In small Texas border towns like Macallen and Pharr, Alegria gets a rock star’s welcome – an uncommon experience for an author who’s not J.K. Rowling. When Alegria arrives, she’s greeted by handmade posters made in her honor, and school marquees trumpeting her visit. These readings are organized by people like Nora Galvan, the library coordinator for a South Texas district that’s about 98 percent Latino. Galvan said both young men and women pack auditoriums and libraries to see her read from the book.
“She actually talks to the kids about what inspired her to be an author, and what the process of writing is, which is one of our assessments here in the state of Texas,” Galvan said, “and then she talks about her experiences and how they can put that into words, and how they can become authors if they so desire. ”

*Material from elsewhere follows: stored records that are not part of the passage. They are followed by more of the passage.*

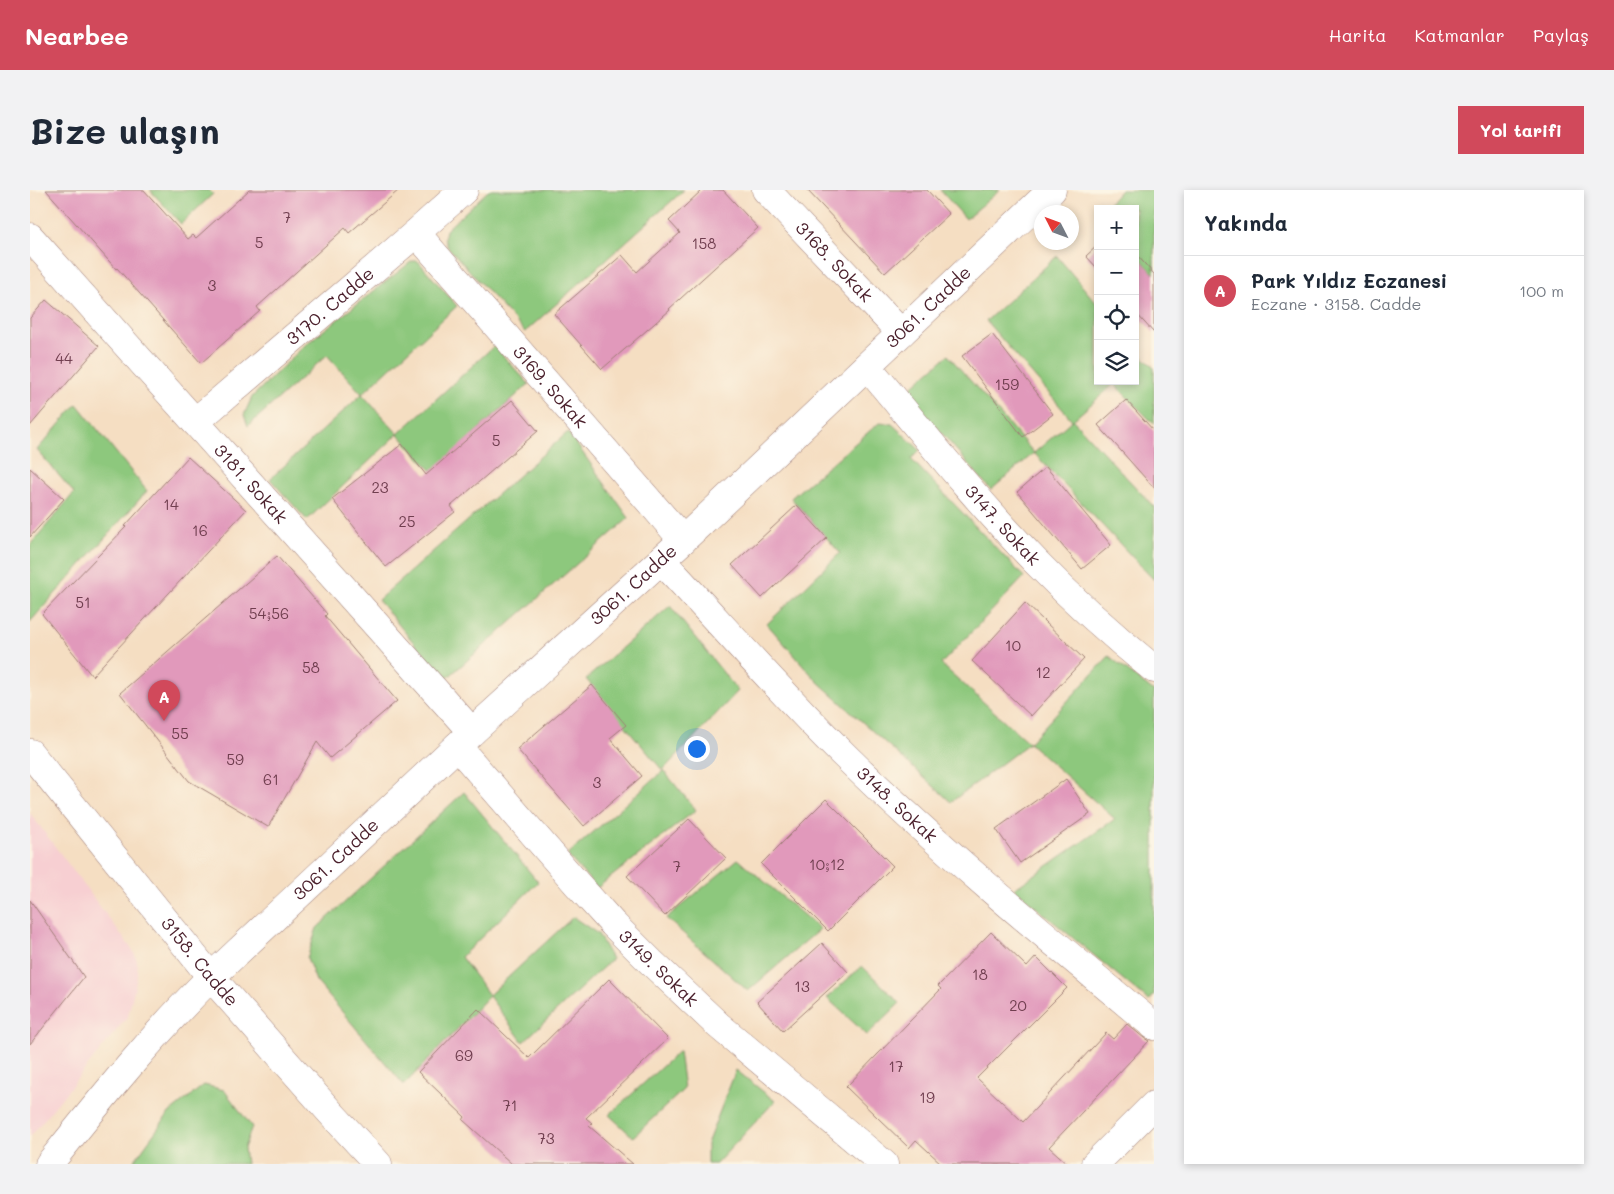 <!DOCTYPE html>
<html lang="tr">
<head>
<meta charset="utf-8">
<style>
  body { margin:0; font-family:Mali,sans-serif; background:#f2f2f3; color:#1f2937 }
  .controls { position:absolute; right:15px; top:15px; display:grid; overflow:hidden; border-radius:0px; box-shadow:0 2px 8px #0003 }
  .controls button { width:45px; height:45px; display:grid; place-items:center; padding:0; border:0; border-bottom:1px solid #e0e1e3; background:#fff; color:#1f2937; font:25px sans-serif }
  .compass { position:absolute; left:1004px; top:15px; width:45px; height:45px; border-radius:50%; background:#fff; box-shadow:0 2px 8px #0003; rotate:312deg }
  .you { position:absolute; left:666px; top:558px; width:18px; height:18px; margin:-12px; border:4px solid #fff; border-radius:50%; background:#1a73e8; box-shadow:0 0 0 8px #1a73e833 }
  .badge { display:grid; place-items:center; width:32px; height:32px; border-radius:50%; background:#d1495b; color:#fff; font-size:16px; font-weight:700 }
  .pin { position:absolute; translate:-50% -41px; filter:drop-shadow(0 1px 2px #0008) }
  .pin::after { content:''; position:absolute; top:26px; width:18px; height:15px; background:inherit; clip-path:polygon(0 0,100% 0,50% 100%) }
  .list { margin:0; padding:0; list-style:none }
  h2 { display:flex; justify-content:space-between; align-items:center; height:65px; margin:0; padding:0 20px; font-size:21px }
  h2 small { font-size:16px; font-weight:400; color:#747a83 }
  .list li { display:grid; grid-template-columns:32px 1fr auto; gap:15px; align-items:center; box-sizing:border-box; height:70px; padding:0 20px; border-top:1px solid #e0e1e3 }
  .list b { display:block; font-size:19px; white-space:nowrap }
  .list p { margin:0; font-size:16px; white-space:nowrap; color:#747a83 }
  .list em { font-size:16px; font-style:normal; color:#747a83 }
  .icon { flex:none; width:28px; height:28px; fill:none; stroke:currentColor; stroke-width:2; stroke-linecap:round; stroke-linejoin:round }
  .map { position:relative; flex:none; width:1124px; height:974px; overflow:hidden; border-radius:0px }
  header { display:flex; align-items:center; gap:30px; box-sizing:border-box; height:70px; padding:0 25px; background:#d1495b; color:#fff }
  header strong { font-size:24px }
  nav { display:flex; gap:28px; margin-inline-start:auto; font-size:18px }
  .intro { display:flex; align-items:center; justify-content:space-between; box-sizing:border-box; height:120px; padding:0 30px }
  h1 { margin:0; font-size:35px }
  .button { padding:12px 22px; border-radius:0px; background:#d1495b; color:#fff; font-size:18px; font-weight:700 }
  main { display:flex; gap:30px; padding:0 30px }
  aside { flex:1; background:#fff; border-radius:0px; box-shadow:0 2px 8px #0003 }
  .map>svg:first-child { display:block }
  .built { fill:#f7cfd2 }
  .green { fill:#8dc87d; stroke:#6c7454 }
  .building { fill:#e199bb }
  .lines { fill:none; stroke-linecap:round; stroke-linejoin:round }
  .minor-casing { stroke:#a07e76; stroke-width:29 }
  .tertiary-casing { stroke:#a07e76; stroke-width:29 }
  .minor { stroke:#fff; stroke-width:28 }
  .tertiary { stroke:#fff; stroke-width:28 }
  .labels { text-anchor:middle; stroke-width:5; stroke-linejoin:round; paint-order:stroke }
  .number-label { font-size:15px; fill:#703e4f }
  .street-label { font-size:18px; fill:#4a1f2b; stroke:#fcf5e5 }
</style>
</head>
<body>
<header>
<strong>Nearbee</strong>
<nav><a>Harita</a><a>Katmanlar</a><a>Paylaş</a></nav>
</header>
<div class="intro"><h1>Bize ulaşın</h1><a class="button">Yol tarifi</a></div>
<main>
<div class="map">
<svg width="1124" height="974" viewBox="0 0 1124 974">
  <rect width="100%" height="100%" fill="#fcf5e5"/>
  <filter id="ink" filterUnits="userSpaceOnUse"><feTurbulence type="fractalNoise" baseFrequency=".02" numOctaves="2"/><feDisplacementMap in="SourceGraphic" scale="10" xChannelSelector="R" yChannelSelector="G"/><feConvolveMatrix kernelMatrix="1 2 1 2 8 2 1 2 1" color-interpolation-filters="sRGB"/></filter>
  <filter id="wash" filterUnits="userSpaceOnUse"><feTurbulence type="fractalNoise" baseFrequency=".0096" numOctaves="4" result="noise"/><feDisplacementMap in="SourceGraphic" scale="20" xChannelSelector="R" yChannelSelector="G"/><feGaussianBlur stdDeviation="1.12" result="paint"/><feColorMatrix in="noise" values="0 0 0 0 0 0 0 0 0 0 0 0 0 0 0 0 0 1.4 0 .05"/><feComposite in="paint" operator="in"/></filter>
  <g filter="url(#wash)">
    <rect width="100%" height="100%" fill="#f5dec2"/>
    <path class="built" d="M0,623L104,762L107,771V787L98,826L0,947Z"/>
    <g class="green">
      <path d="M120,0H179L183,4L151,34Z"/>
      <path d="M459,0H654L495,142L417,56L414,49L416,40Z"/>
      <path d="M910,0H970L936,29Z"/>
      <path d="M1091,0H1124V84L1105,63V19H1074Z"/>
      <path d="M1027,66L1068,115V191H1105V159L1124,178V234L1084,194L1043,230L1124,317V390L1004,263L961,300L876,202L918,165L1004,263L1042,230L956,131Z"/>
      <path d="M382,71H388L427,116L332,204L368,244L464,156L499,194L402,281L368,244L277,330L240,289L332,204L297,165L218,236L214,225L222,207L275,155Z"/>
      <path d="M47,214L117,301L0,432V355L44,303L7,260Z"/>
      <path d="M849,233L862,234L890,260L881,269L994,387L911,474L999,553L1079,466L1124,502V805L1119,811L984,699L1085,629L999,553L921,612L787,491L737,434L810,363L761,308Z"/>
      <path d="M538,242L599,328L415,490L348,410Z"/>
      <path d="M640,416L708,501L633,580L666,620L567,698L537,665L633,581L556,489Z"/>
      <path d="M434,602L508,692L431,767L459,805L543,727L568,744L582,769L493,852L459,806L374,895L286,791L277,768L287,738Z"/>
      <path d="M708,669L790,739L718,801L636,728Z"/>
      <path d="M832,776L870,813L837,845L797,808Z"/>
      <path d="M649,861L654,899L603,947L579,925Z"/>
      <path d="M706,880L745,911L686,974H677V954Z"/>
      <path d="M174,895L194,900L222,937L214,958L216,974H102L139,923Z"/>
    </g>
    <g id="blocks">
      <g class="building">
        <path d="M16,0H114L158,49L163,45L166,48L219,0H369L319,43L315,38L227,117L230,121L171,173L87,78L86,79Z"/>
        <path d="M672,0H693L728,38L639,119L640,120L572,179L524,124L592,65L607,82L650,43L639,31Z"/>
        <path d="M777,0H897L919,24L855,83Z"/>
        <path d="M1068,55V79L1056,66Z"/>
        <path d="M1105,63L1124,84V143L1105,122Z"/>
        <path d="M16,110L69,156L0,236V128Z"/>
        <path d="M962,144L1023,224L993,247L932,166Z"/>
        <path d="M482,210L508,241L421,316L425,322L356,377L302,309L372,254L396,285Z"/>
        <path d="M1096,210L1124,241V298L1068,235Z"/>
        <path d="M158,267L216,320L62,486L12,424L96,337L95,336Z"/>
        <path d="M1016,277L1081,355L1052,379L987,302Z"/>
        <path d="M0,278L34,309L0,347Z"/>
        <path d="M767,315L797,348L732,408L702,375Z"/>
        <path d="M247,366L297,424L295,426L367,511L300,568L287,552L238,637L159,591L90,503Z"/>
        <path d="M995,413L1054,469L1001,526L942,471Z"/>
        <path d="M562,495L596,535L580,548L612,586L554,636L487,559Z"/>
        <path d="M1036,589L1060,624L990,673L966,639Z"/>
        <path d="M796,609L863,676L798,741L731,674Z"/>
        <path d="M659,629L696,668L635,726L597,686Z"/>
        <path d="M0,710L54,787L0,854Z"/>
        <path d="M961,742L997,777L1006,767L1037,798L947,888L993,932L1076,843L1083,849L1097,834L1114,848L1119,851L1019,957L1038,974H912L886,950L879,958L816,897L911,799L908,796Z"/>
        <path d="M792,753L818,782L753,841L727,812Z"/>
        <path d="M579,789L638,849L556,928L562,933L559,936L603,974H482L433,930L435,927L388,882L448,819L499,868Z"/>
      </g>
    </g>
  </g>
  <g filter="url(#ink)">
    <use href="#blocks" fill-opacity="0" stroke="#a07e76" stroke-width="1"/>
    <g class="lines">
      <defs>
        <g id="minor">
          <path id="s1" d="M736,0L871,143"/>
          <path id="s2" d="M386,43L653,350"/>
          <path id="s3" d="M0,47L442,542"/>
          <path id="s4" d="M837,176C892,242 946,310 1006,372C1043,410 1083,446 1124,479"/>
          <path id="s5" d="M165,232L386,43L434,0"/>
          <path id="s6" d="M631,370C692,435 751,503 814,565C912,661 1018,748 1124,836"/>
          <path id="s7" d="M427,556L547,694L583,734L621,772L688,835L854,974"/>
          <path d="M1065,974L1124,915"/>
        </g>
        <g id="tertiary">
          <path id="s8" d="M0,563L181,787L300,922L348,974"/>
          <path id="s9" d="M19,974C71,909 122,846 181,787L442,542L653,350L1022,0"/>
        </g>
      </defs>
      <use href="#minor" class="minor-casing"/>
      <use href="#tertiary" class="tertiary-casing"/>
      <use href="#minor" class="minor"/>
      <use href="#tertiary" class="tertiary"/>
    </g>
  </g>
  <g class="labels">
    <g class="number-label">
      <text x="257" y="33">7</text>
      <text x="229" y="58">5</text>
      <text x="674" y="59">158</text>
      <text x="182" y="101">3</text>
      <text x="34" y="174">44</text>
      <text x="977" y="200">159</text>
      <text x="466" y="256">5</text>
      <text x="350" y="303">23</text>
      <text x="141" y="320">14</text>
      <text x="377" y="337">25</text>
      <text x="170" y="346">16</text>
      <text x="53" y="418">51</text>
      <text x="239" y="429">54;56</text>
      <text x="983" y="461">10</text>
      <text x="281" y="483">58</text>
      <text x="1013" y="488">12</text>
      <text x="150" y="549">55</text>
      <text x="205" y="575">59</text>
      <text x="241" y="595">61</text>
      <text x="567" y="598">3</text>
      <text x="797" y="680">10;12</text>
      <text x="647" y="682">7</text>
      <text x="950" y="790">18</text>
      <text x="772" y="802">13</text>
      <text x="988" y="821">20</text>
      <text x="434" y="871">69</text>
      <text x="866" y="882">17</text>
      <text x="897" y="913">19</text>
      <text x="480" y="921">71</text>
      <text x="516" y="954">73</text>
    </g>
    <g class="street-label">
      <text dy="6" stroke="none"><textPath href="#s1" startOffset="99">3168. Sokak</textPath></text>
      <text dy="6" stroke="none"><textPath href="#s5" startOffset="178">3170. Cadde</textPath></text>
      <text dy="6" stroke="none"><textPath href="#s9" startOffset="1229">3061. Cadde</textPath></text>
      <text dy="6" stroke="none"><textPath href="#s2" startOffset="204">3169. Sokak</textPath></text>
      <text dy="6" stroke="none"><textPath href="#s3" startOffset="331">3181. Sokak</textPath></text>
      <text dy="6" stroke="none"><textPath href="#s4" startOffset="209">3147. Sokak</textPath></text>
      <text dy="6" stroke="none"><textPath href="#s9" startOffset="824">3061. Cadde</textPath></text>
      <text dy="6" stroke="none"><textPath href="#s6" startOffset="340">3148. Sokak</textPath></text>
      <text dy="6" stroke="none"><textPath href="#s9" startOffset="419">3061. Cadde</textPath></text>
      <text dy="6" stroke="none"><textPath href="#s8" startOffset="269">3158. Cadde</textPath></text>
      <text dy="6" stroke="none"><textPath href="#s7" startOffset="300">3149. Sokak</textPath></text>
    </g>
  </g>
</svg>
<div class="controls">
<button>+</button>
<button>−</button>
<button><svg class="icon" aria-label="locate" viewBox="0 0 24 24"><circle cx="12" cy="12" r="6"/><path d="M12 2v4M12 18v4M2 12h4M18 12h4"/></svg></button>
<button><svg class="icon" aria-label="layers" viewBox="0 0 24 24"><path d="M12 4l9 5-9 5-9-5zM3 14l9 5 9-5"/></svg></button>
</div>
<svg class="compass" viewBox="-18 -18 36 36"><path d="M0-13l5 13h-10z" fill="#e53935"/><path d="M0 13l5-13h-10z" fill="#747a83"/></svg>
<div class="you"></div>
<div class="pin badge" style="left:134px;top:531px">A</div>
</div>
<aside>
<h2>Yakında<small></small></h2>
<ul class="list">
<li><span class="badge">A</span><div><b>Park Yıldız Eczanesi</b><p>Eczane · 3158. Cadde</p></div><em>100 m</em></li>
</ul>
</aside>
</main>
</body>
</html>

A recent Northwestern University study found that the print reading habits of young people of color are virtually the same as whites. But Galvan said many of her district’s students are reading below their grade level. Also, most are bilingual. They’re hungry for stories like Alegria’s, that reflect this proficiency, Galvan said. “Every other word, Spanish English Spanish English. ‘Mama, voy a mi house,’ ‘I wanted to go en mi carro’…just mix everything. The way (Alegria) writes is the way we speak in this area,” Galvan said.
Some of Alegria’s chapters open with a glossary that, with a wink, introduces the words and phrases that are common to bilingual kids like 13-year-old fan Amanda Cevallos. “Like, ‘chola’ – the definition was like, ‘big hair and hoop earrings’…it’s kind of true!,” she said. “I just never find that in a book, so it’s pretty cool.”
Cevallos is Dominican and Mexican, and has navigated diverse groups of friends in public and private school in the San Francisco Bay Area. There aren’t many mainstream representations of Latinos that resonate with her cross-cultural experiences.
That’s not so different from a decade ago, when Alegria was using her coming-of-age stories for a stand-up comedy act. Stereotypical Latinos predominated in pop culture; “machista” womanizing fathers, and bad boy cholos.
Alegria’s parents had tried to counteract influences like these by immersing their kids in indigenous culture. But as a kid, Alegria said, she was ashamed to tell her parents that it was difficult for her to share in their sense of pride. “I was embarrassed of living in the Mission District…growing up feeling too dark for the boys to like, or that my clothes were not new enough. All of these insecurities are what I use in my writing now…to educate and also affirm for young kids, that it’s ok to shop at the flea market, and have parents who are working class, and to be dark skinned and still love yourself.”
These kind of affirmations weren’t available for Alegria back in the day. Not on her bookshelf, at least, where the characters that reigned supreme were the alpha blondes of Sweet Valley High. “I really believed that was what American life is like,” Alegria said, “having a twin sister, having a cute boyfriend with a red convertible; and I needed to have this experience to be an American.”
Now, Alegria has one of the biggest vehicles in young adult fiction to rewrite the American experience. Scholastic Books has commissioned her to write a four-book series for Latino teens. In fact, she says it’s pretty similar to Sweet Valley High, but for brown kids.
Alegria didn’t set out to be a writer. But she says when she hears from young fans that they recognize themselves in her stories, it feels like she’s arrived at her calling. This, she says, is why her grandmothers crossed the border.
This story also aired on NPR’s Morning Edition.